CHILDISH vs. CHILDLIKE -- Devotional for May 18, from "Good Seeds"

I assure you, unless you turn from your sins and become as little children, you will never get into the kingdom of heaven. Therefore, anyone who becomes as humble as this little child is the greatest in the kingdom of heaven. (Matthew 18:3-4)

Any adult who has spent much time around a kindergarten teacher knows that feeling of being talked to and treated like a little child. Although Robert Fulghum made a good case for adults not taking their maturity too seriously in his essay, All I Really Need to Know I Learned in Kindergarten, still, for most of us, when we grow up we want to “put away childish things,” and speak and act and live – and be treated – as mature men and women. But there’s a conflict raging inside every adult between the external “man” and the “inner child.” Jesus Himself said, “unless we come as a little child we cannot enter the kingdom of heaven.” But I think He would make the distinction between being childlike, which is a good thing, and being childish, which is something certainly to outgrow – and the sooner the better!

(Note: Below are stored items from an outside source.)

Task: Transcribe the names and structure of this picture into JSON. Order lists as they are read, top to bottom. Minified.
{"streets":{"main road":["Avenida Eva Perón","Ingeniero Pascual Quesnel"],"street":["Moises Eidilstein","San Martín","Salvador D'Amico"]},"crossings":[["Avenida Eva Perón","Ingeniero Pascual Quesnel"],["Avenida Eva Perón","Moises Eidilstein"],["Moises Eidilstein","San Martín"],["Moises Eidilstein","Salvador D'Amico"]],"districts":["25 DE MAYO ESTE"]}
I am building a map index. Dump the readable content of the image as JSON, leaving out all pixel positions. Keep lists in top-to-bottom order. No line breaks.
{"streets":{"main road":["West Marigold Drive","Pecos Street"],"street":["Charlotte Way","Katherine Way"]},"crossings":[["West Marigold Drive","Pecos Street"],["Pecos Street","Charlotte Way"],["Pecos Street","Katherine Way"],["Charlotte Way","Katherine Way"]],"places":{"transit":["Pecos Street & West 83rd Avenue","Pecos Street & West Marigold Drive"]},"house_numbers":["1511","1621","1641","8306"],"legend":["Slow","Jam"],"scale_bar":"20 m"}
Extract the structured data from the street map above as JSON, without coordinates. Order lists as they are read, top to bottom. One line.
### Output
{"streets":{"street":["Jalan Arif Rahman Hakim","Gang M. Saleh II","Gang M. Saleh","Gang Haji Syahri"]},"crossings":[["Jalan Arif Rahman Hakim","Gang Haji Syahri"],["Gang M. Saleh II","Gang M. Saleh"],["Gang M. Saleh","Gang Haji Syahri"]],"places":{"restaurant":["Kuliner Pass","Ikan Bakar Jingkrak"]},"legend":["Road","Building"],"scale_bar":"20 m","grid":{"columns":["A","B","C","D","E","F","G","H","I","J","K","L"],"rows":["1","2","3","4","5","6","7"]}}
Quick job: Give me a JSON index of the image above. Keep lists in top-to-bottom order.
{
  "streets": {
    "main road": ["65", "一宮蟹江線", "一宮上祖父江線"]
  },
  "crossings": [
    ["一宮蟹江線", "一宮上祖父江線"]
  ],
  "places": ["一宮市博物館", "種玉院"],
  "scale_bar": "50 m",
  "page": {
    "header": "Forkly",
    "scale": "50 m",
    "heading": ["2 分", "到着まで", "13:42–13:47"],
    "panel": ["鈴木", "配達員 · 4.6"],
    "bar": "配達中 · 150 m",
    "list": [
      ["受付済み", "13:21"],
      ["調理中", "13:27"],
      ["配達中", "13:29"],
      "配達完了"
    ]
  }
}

But the job description of a child is that he wants to play and have fun. Is that something we have to put away and outgrow in order to be taken seriously in the adult world? No. We all love to play and laugh and have fun. Maybe this is why standup comedians are so popular: they bring out the child inside of us. But the secret to their success is that they don’t treat us like children to do it. Hopefully not just entertainers can learn the secret of treating fellow adults with the respect they earned with their matriculation from elementary school, and still coax and cajole them, with the persuasive power of the kid next door, to “come out and play.” But what is it about children that Jesus wanted to emphasize? It was their humility. To be a child means that he, unlike his teenaged brothers and sisters (!), doesn’t know and can’t do everything. Children cry easily, give up quickly, run to Mama at the drop of a hat, jump on Daddy’s lap whenever it is empty, and usually confess their weaknesses and sins readily enough, in exchange for the forgiveness, restoration and help they discover is available to them when they are humble. Heaven will be populated with only saints, to be sure, but we can’t help but think, from reading this passage, that Jesus is assigning the mansions to the childlike humble ones, and the shacks to the self-styled arrogant ones – who may turn out to be the most childish of all! Oh that you and I will finally outgrow the tendency to proudly cover our sins, and grow into a childlike saint who quickly confesses them so we can jump back up on our DADDY’s lap!